Collaborative Law Institute of Texas
- Founded: 2003
- Location: Dallas;
- Region served: Texas
- Services: Collaborative law training

= Collaborative Law Institute of Texas =

American nonprofit organization

The Collaborative Law Institute of Texas (CLI-TX) is a non-profit organization, founded in 2003 and headquartered in Dallas, to promote collaborative law as an alternative to traditional litigation in solving divorce disputes. The organization's membership includes lawyers, financial professionals, and mental health professionals who practice collaborative law and/or serve on collaborative law teams.

== History ==

In 1999, as collaborative law was gaining notice around the nation as an alternative to traditional divorce, Dallas attorneys John McShane and Larry Hance invited Pauline Tesler (a collaborative law proponent based in Mill Valley, Calif.) to the State Bar of Texas’ Advanced Family Law Course, an annual four-day educational seminar for as many as 2,000 Texas family law attorneys, to speak on collaborative law.

Houston-based family lawyer Harry Tindall spearheaded efforts to make collaborative law an option for divorcing couples in Texas. In 2001, as a result of Tindall’s efforts, Texas became the first state in the United States to adopt a collaborative law statute. The legislation termed a "progressive, trends-setting legal model," became official in September 2001.

In 2002, McShane and Hance recruited a group of family lawyers representing some of Texas’ most populous cities and metropolitan areas to found a statewide organization dedicated to collaborative law practice in Texas. That October, the 2nd annual International Academy of Collaborative Professionals (IACP) Conference convened in Galveston, bringing collaborative law practitioners from throughout North America to Texas.
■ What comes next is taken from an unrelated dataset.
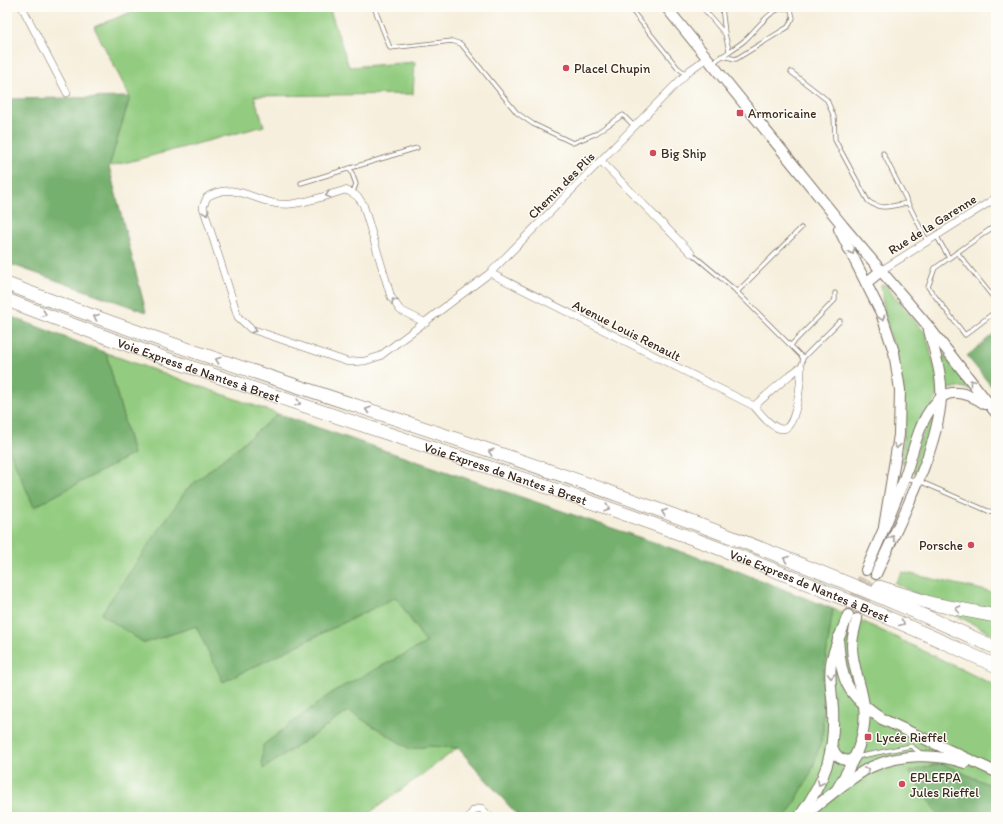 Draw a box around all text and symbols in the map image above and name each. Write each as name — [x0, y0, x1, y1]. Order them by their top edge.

The conference included presentations on marketing from the Collaborative Law Council of Wisconsin, including details on how law marketing consultant Elizabeth Ferris (of Milwaukee-based Ferris Consulting) helped the nascent organization develop awareness of collaborative law in Wisconsin.
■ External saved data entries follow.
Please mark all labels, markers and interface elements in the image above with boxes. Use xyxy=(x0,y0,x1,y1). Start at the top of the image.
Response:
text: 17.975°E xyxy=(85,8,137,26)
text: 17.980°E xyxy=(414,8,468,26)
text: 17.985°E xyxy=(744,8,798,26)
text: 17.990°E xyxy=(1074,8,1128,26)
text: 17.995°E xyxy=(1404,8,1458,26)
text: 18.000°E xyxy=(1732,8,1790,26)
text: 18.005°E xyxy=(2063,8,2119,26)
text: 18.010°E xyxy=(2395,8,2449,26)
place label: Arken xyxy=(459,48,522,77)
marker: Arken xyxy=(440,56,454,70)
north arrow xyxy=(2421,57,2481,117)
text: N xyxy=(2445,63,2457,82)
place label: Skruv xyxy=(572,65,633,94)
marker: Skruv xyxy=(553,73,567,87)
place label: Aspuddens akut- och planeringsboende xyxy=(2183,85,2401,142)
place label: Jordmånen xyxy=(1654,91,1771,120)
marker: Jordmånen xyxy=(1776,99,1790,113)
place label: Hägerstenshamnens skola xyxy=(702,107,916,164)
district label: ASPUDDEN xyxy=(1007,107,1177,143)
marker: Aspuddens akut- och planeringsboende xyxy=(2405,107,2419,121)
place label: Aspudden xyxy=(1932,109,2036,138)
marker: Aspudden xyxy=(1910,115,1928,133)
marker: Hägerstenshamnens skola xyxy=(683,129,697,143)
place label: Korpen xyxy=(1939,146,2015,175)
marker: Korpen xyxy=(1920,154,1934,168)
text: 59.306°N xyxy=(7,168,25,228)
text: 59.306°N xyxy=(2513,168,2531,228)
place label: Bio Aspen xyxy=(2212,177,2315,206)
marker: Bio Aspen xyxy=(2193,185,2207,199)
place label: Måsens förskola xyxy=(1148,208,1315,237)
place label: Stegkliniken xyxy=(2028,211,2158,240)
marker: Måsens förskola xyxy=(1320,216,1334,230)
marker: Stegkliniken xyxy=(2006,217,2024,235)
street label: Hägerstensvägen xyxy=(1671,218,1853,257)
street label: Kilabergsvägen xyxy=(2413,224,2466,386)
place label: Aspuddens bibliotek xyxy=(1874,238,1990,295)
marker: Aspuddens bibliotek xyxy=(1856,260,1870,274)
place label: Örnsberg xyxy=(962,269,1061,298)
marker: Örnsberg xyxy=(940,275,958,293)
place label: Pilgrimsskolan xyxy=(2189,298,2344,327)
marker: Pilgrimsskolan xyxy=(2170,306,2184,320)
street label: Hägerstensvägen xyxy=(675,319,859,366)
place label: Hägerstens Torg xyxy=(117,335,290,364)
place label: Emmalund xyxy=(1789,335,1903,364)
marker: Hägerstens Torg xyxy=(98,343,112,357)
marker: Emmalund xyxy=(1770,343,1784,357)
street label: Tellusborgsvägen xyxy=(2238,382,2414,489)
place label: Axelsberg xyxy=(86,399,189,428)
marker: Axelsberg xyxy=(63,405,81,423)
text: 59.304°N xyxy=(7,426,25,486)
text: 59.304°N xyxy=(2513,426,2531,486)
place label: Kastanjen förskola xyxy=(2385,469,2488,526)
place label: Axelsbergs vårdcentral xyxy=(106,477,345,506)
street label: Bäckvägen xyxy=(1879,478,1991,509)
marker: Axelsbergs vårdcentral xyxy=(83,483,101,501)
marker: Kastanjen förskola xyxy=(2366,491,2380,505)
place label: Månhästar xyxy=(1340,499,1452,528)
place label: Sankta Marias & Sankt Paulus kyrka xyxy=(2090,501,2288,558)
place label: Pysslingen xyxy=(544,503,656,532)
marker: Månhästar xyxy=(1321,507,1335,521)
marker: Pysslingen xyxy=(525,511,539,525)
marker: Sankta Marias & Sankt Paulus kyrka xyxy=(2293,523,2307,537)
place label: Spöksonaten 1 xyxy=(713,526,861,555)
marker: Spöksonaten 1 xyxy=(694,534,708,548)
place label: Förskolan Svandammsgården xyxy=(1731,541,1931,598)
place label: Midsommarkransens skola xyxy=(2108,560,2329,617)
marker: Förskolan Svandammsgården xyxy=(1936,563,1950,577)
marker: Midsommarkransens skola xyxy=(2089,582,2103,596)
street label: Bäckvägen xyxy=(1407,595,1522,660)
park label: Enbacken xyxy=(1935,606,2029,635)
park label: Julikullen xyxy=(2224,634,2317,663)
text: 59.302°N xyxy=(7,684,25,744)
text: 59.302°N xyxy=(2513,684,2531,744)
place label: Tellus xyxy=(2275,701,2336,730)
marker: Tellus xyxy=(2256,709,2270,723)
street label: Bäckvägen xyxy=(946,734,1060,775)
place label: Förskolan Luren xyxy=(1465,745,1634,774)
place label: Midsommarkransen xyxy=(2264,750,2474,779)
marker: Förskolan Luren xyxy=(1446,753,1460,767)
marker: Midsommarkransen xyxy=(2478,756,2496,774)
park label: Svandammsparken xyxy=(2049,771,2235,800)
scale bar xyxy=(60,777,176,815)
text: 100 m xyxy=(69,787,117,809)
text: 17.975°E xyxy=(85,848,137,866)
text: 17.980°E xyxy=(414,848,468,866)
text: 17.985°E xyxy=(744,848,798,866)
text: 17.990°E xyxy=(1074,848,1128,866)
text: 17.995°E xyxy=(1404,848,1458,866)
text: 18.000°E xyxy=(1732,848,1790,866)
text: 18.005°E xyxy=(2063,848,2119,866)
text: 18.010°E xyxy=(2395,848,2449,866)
The Texas lawyers then invited Ferris to participate in a two-day retreat in May 2003, to help create the strategic plan for the new Collaborative Law Institute of Texas, which included the creation of a membership structure and training programs for collaborative law practitioners and family lawyers, financial professionals, and mental health professionals interested in collaborative law.
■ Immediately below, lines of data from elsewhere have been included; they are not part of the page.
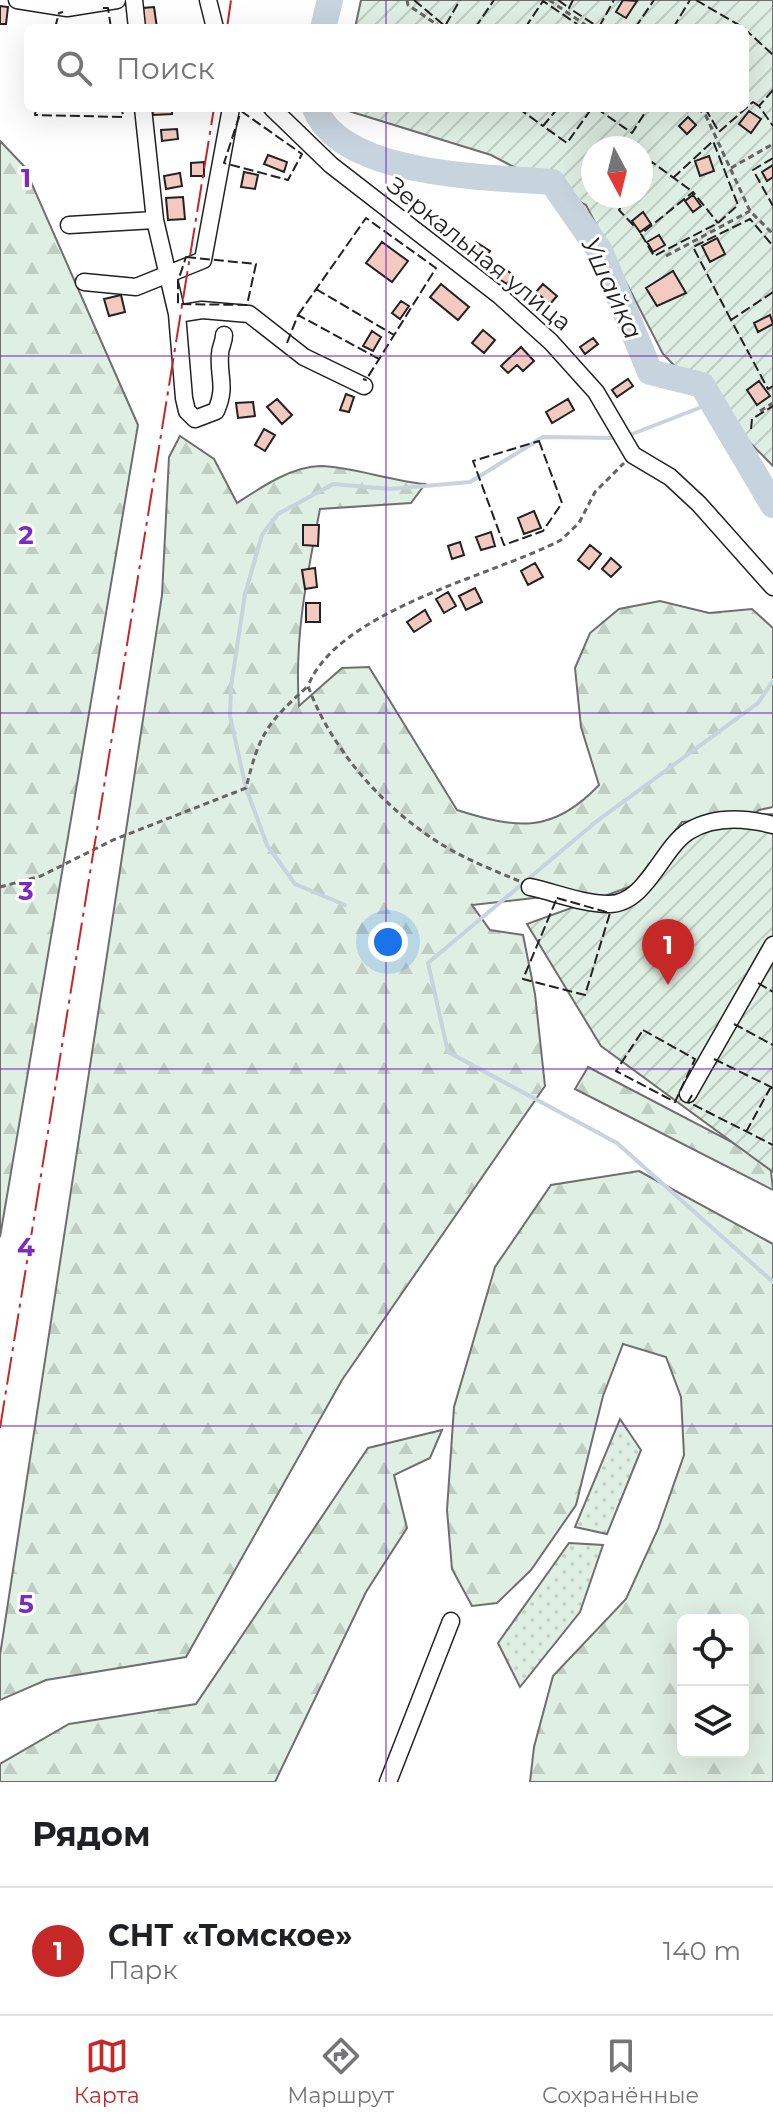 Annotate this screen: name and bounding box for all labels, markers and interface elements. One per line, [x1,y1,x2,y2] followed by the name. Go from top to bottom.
[24,24,749,112] search box
[52,46,96,90] icon: search
[116,50,215,87] text: Поиск
[581,136,653,208] north arrow
[21,162,31,194] text: 1
[381,170,577,337] street label: Зеркальная улица
[574,232,650,344] water label: Ушайка
[18,519,34,551] text: 2
[17,875,34,907] text: 3
[642,919,694,985] pin: 1
[368,922,408,962] your location
[17,1231,35,1263] text: 4
[18,1588,34,1620] text: 5
[677,1614,749,1758] map controls
[677,1614,749,1686] button: locate
[677,1686,749,1758] button: layers
[32,1813,151,1855] text: Рядом
[108,1917,353,1954] text: СНТ «Томское»
[53,1935,63,1967] text: 1
[663,1935,741,1967] text: 140 m
[108,1954,178,1986] text: Парк
[74,2034,140,2109] tab: Карта
[287,2034,394,2109] tab: Маршрут
[542,2034,699,2109] tab: Сохранённые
The nascent organization then began its efforts in educating the public on collaborative law, including releasing a study showing significant reductions in time and money spent in collaborative divorce, when compared to a traditional courtroom divorce. The organization also grew its numbers of lawyers, mental health professionals, and financial professionals in Texas seeking to practice collaborative law, and demonstrated that it could be used in cases involving business disputes as well as divorce disputes.

== Committees ==

Collaborative Law Institute of Texas maintains several committees and sub-committees. Committees include Membership, Marketing, Resources (with Forms & PA, Protocols, Book Task Force, Website, Blog, and Newsletter sub-committees), Professional Training and Education, Community Building (with Practice Groups, IACP, State Bar, and New Partners sub-committees), and Ad Hoc (with Scholarship and Fundraising sub-committees).

== Education ==

The Collaborative Law Institute of Texas, in collaboration with the State Bar of Texas, hosts an annual educational conference on collaborative law, involving a number of the organization’s lawyers, financial professionals, and mental health professionals, as well as guests. The conference, typically held in March, also marks the start of the term for new Board of Trustees officers. The 2013 edition of the event featured a special presentation by Dallas-based financier T. Boone Pickens, a proponent of collaborative law and a long-time supporter of the Collaborative Law Institute of Texas.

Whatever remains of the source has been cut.